**Your task:**
Only lines that contain the word "labels" belong in the answer; copy them from the records below.

**Material supplied:**
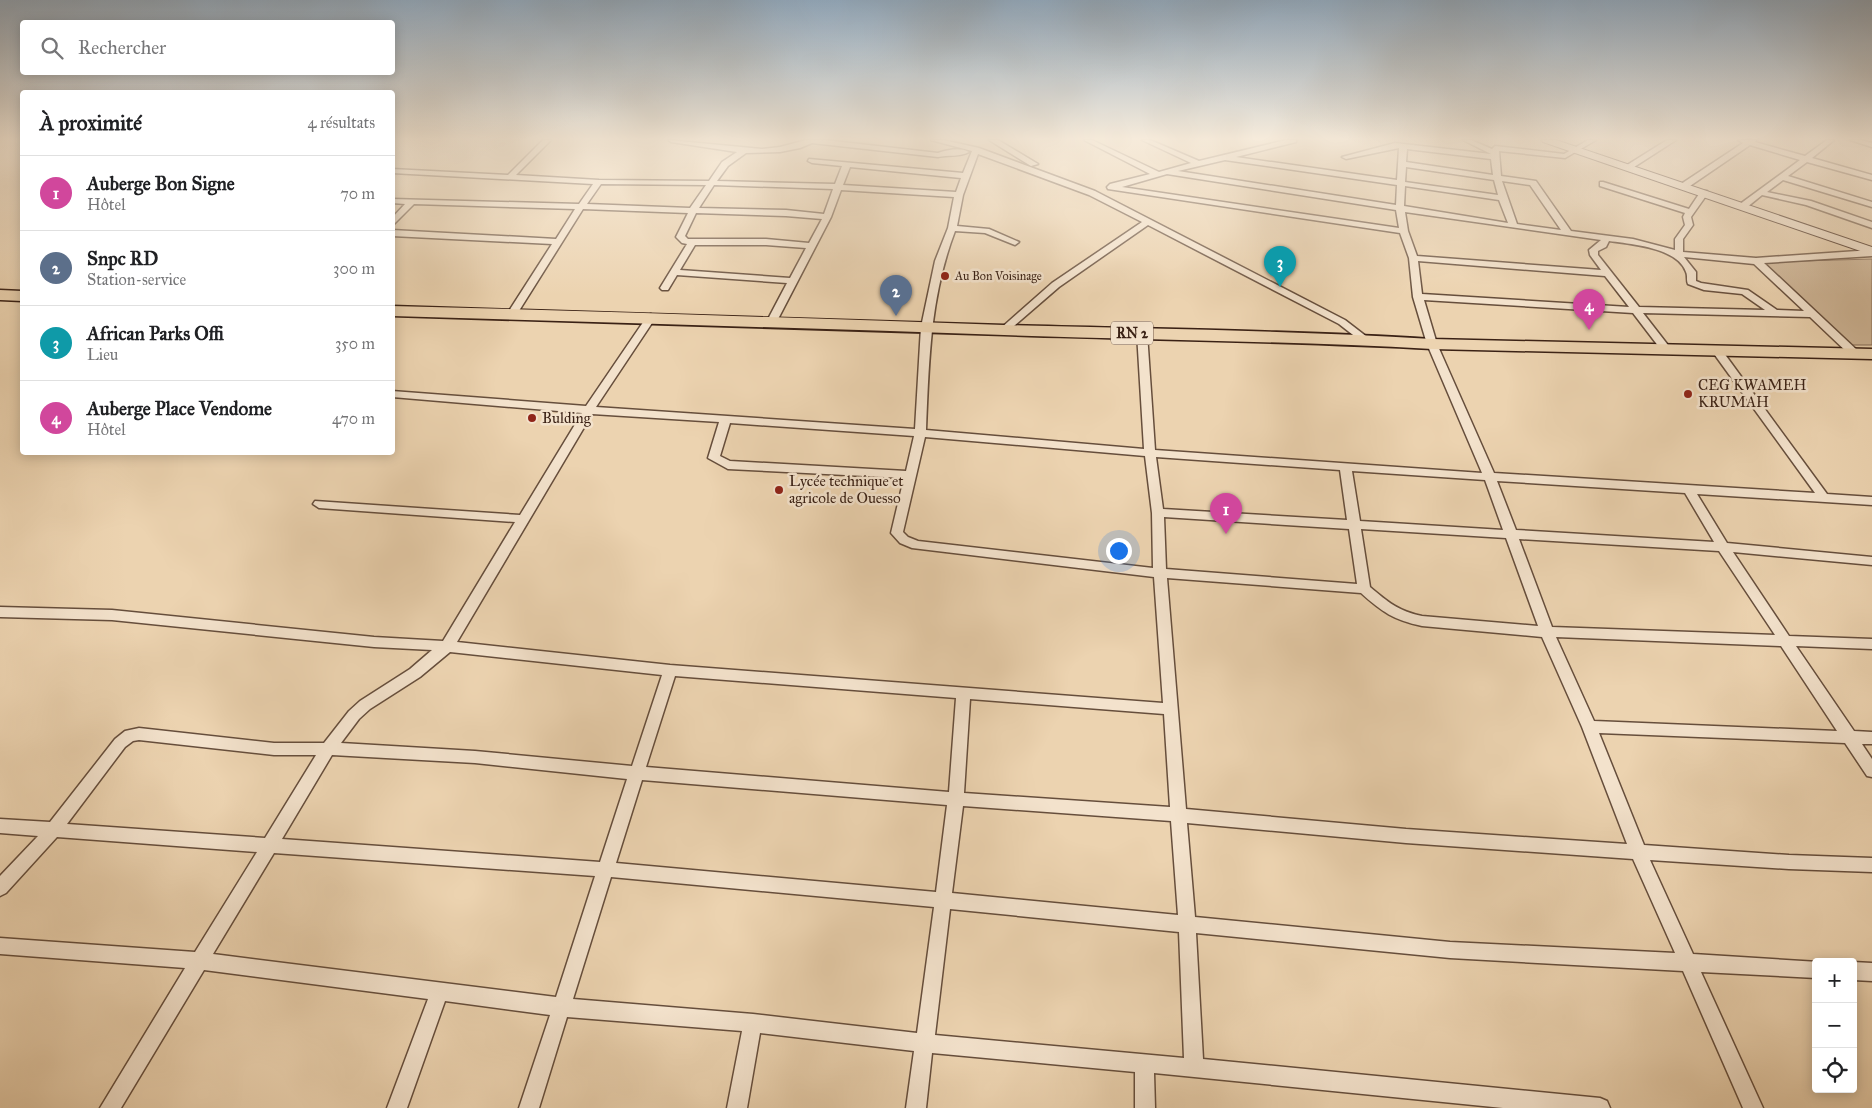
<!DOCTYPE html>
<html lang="fr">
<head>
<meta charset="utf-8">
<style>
	body { margin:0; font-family:"IM FELL Great Primer",serif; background:#f2f2f2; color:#202124 }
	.controls { position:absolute; right:15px; bottom:15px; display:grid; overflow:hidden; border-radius:5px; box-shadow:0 2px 12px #0003 }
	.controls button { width:45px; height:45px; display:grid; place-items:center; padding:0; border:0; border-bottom:1px solid #e0e0e0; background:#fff; color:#202124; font:25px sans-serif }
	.you { position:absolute; left:1118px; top:550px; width:18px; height:18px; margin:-12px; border:4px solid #fff; border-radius:50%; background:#1a73e8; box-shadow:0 0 0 8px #1a73e833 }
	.badge { display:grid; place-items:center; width:32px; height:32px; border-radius:50%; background:#8f2418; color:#fff; font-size:16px; font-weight:700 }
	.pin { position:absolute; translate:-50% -41px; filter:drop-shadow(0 1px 2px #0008) }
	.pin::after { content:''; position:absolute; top:26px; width:18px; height:15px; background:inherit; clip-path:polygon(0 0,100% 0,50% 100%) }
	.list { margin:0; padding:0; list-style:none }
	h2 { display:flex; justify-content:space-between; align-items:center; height:65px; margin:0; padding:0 20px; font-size:21px }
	h2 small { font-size:16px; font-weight:400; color:#757577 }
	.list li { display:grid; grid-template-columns:32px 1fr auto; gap:15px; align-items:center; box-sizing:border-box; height:75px; padding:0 20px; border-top:1px solid #e0e0e0 }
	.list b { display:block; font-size:19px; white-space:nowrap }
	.list p { margin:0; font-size:16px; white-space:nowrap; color:#757577 }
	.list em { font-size:16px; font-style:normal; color:#757577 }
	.icon { flex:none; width:28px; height:28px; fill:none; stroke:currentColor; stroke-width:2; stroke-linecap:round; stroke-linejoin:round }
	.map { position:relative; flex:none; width:1872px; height:1108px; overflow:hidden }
	.search { position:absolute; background:#fff; box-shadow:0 2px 12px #0003; left:20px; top:20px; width:375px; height:55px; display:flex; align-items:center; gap:12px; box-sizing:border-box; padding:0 18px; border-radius:5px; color:#757577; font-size:19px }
	.panel { position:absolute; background:#fff; box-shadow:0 2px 12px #0003; left:20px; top:90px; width:375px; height:365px; border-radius:5px }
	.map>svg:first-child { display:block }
	.green { fill:#ceb596; stroke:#846b56 }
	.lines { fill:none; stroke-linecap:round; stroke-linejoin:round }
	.street-casing { stroke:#664e3c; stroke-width:3 }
	.secondary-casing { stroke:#3a2115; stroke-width:2 }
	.highway-casing { stroke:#3a2115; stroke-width:3 }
	.street { fill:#f3e2cc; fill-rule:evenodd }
	.secondary { fill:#f3e2cc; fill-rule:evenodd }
	.highway { fill:#ecd3b0; fill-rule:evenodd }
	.poi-dot { fill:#8f2418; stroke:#f3e2cc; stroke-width:2 }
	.labels { text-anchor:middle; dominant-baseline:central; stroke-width:5; stroke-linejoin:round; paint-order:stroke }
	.far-poi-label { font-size:12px; fill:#3a2115; stroke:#f3e2cc; text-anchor:start }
	.shield { fill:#f3e2cc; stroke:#725b4c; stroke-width:1 }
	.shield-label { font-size:14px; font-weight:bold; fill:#3a2115 }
	.poi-label { font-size:15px; fill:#3a2115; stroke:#f3e2cc; text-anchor:start }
</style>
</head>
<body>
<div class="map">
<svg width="1872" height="1108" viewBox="0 0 1872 1108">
	<rect width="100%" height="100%" fill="#ecd3b0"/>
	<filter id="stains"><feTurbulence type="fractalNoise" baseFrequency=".004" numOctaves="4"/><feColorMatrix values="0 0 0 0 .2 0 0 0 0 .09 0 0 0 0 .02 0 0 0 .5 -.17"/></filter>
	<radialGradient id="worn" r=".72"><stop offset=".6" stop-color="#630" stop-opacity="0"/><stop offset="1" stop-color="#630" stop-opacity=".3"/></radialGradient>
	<path class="green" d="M1872,259V345H1852L1764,265L1766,262Z"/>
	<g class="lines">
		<g class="street-casing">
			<g id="street">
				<path d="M543,140H551L516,175L599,180L709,181L722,162L737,152L671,142L668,140L762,149L780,147L806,140H825L938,153C947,150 960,147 969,152C961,157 947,155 938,157L812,143L800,148L780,152L746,153L728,166L717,181L835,184L842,166L812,163L808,161L809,159L963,173L972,151L931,140H943L979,148L1095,191L1345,320L1371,340L1370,342H1362L1339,324L1148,225L1059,287L1007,332H1001V328L1052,283L1142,222L1089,195L978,154L963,195L957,226L989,229L1019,242L1015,245L985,233L955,231C930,297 929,360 926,430L1144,449L1137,333L1142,330L1147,333L1155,450L1482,473L1427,344L1413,297L1409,258L1400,233L1108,189L1107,187L1110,184L1150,174L1084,140H1092L1159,172L1191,163L1142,140H1150L1199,161L1286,140H1296V142L1236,157L1397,180L1399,148L1346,159L1342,157L1395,143L1491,154L1463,140H1471L1492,149L1495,146L1564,154L1588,140H1596L1565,158L1499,151L1501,176L1536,181L1571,231L1633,239L1675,250V239L1685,225L1683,217L1685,213L1600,186V182H1603L1689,209L1701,191H1707L1708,193L1691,217L1693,225L1683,239V252L1756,258L1872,250V256L1764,263L1858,351V355H1850L1810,317L1643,313L1671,349L1666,352L1662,351L1633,313L1424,300L1437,344L1494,473L1815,493L1712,351L1717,348L1721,349L1827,494L1872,497V505L1697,494L1727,543L1872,557V565L1733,552L1789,636L1872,639V649L1796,646L1854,731L1872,732V744H1862L1872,759V777L1867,776L1845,743L1599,733L1644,845L1789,855L1872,858V872L1789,869L1650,860L1693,954L1819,962H1816V978L1701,972L1763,1108H1743L1683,971L1450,958L1196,933L1203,1059L1600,1098L1607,1101L1610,1108H1503L1154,1073L1155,1108H1135V1072L932,1053L926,1108H906L914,1051L760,1033L747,1108H727L742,1031L567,1017L539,1108H519L550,1015L445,1001L407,1108H387L428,999L204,970L121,1108H100L185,968L0,954V938L195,952L257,852L57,837L6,893L0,896V876L38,836L0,833V819L50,822L115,739L125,731L139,728L274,743H324L349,711L360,701L410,669L432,650L374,647L112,620L0,617V607L112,610L374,637L443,641L515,522L319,508L313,504L315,501L520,515L582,413L392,397V391L586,406L648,315L651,314L656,317L596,407L915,429L921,327L935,261L948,228L954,197L841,190L831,217L777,321L772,324L767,321L787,283L677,275L668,290H662L660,288L687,244L682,243L676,237L688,213L583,209L517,314L512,317L507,314L552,244L392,236V230L556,239L575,209L414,204L392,226V218L405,204L392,203V199L579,204L593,184L392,173V169L508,175ZM1407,149L1491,159L1493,175L1406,162ZM1225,160L1397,185L1396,205L1178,171ZM850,167L961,178L956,192L843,185ZM1406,167L1494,180L1498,195L1405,182ZM1167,174L1396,210L1399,228L1122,187ZM1502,181L1530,185L1561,230L1517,224ZM601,184L706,185L690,208L587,204ZM714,185L833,189L824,214L786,210L699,208ZM1405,186L1499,200L1508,223L1404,206ZM1405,212L1601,240L1589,250L1590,255L1601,270L1417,256L1408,231ZM696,213L786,216L822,219L809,243L766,239H688L685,236ZM1609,241C1632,244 1678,248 1686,272C1688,276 1686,280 1688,284L1704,290L1742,294L1765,310L1639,307L1598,255V251L1606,247ZM695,245H766L806,248L790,278L680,270ZM1684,257L1754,264L1804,311L1777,310L1748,290L1701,283L1696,281V272ZM1418,261L1605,276L1629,307L1422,294ZM592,414L719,422L708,458L728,469L904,478L891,533L900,543L912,548L1154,577L1163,703L670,665L457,642ZM730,423L914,436L906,471L730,461L720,456ZM925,437L1145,456L1152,513L1153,568L918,541L908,537L903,532ZM1156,457L1340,470L1347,520L1163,509ZM1352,471L1485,480L1503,530L1360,521ZM1497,481L1685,493L1714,542L1516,530ZM1164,517L1349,529L1357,584L1166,569ZM1361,529L1506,538L1538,626L1422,616C1398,611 1388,602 1370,587ZM1519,539L1719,551L1775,635L1552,627ZM1167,578L1361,593C1382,612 1394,620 1422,626L1542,637L1582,727L1627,844L1406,829L1186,809ZM1556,637L1781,646L1837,731L1594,721ZM450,652L662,675L632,766L475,751L341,743L359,719L370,709L420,677ZM675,676L956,698L949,792L646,767ZM970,699L1164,714L1170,807L964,793ZM139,740L274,755H316L265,838L67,824L125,747L133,741ZM332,755L475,763L627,779L600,862L282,839ZM642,780L947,805L936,892L616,863ZM963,806L1171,821L1178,915L952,893ZM1187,823L1406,843L1633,859L1675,953L1450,942L1195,917ZM274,853L595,876L556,997L213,954ZM611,877L934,907L917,1033L753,1014L573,999ZM950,909L1179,932L1184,1058L935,1035Z"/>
				<path d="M989,140H998L1038,164L1031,166Z"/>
				<path d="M1667,140H1676L1631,169L1624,167Z"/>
				<path d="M1738,140H1756L1755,142L1805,156L1827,140H1834L1812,158L1872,175V180L1807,162L1788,176L1872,202V207L1783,180L1767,192L1811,201L1872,222V228L1806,205L1762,195L1746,208H1740V204L1800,160L1750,145L1687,188H1681V184L1743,143Z"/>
				<path d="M1850,140H1861L1872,143V147Z"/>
				<path d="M1853,962L1872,963V981L1853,980Z"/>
			</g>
		</g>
		<g class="secondary-casing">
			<path id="secondary" d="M1542,140H1556L1872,247V255L1543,142Z"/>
		</g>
		<g class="highway-casing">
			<g id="highway">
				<path d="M0,290L22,291V301L0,300Z"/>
				<path d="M392,306C596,311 800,318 1004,325C1146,329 1289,330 1432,339L1872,349V359L1432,349C1289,341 1146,340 1004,335C800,328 596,322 392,316Z"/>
			</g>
		</g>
		<use href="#street" class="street"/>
		<use href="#secondary" class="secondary"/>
		<use href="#highway" class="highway"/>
	</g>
	<linearGradient id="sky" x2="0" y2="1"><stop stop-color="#91a8bc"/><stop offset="0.47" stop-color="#f6ebdb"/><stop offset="1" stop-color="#f6ebdb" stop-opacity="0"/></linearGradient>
	<rect width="1872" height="295" fill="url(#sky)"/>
	<g class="poi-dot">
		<circle cx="945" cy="276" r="5"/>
		<circle cx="1688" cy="394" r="5"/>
		<circle cx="532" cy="418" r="5"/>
		<circle cx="779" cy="490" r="5"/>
	</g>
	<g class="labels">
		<g class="far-poi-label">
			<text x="955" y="276">Au Bon Voisinage</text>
		</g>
		<rect class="shield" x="1111" y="321.5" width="42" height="23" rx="4"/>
		<g class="shield-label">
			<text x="1132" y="333">RN 2</text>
		</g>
		<g class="poi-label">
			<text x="1698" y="385">CEG KWAMEH<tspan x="1698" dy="17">KRUMAH</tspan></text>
			<text x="542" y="418">Bulding</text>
			<text x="789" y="481">Lycée technique et<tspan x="789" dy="17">agricole de Ouesso</tspan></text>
		</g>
	</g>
	<rect width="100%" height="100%" filter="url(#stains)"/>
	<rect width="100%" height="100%" fill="url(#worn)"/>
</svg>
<div class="controls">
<button>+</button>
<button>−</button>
<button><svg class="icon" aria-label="locate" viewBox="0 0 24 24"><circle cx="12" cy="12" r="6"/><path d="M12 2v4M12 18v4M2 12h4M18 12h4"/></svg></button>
</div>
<div class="you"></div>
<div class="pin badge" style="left:1226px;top:534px;background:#d1479c">1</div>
<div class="pin badge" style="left:896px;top:316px;background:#5c6f8a">2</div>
<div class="pin badge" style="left:1280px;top:287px;background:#0f9aa8">3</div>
<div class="pin badge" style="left:1589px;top:330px;background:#d1479c">4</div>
<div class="search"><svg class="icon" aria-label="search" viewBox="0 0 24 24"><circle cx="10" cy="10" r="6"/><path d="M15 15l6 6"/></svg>Rechercher</div>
<section class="panel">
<h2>À proximité<small>4 résultats</small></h2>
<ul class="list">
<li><span class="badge" style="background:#d1479c">1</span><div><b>Auberge Bon Signe</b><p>Hôtel</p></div><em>70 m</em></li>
<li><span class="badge" style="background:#5c6f8a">2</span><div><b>Snpc RD</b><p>Station-service</p></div><em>300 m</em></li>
<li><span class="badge" style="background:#0f9aa8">3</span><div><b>African Parks Offi</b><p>Lieu</p></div><em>350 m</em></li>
<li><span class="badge" style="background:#d1479c">4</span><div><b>Auberge Place Vendome</b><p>Hôtel</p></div><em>470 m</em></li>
</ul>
</section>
</div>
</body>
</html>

**Expected output:**
	.labels { text-anchor:middle; dominant-baseline:central; stroke-width:5; stroke-linejoin:round; paint-order:stroke }
	<g class="labels">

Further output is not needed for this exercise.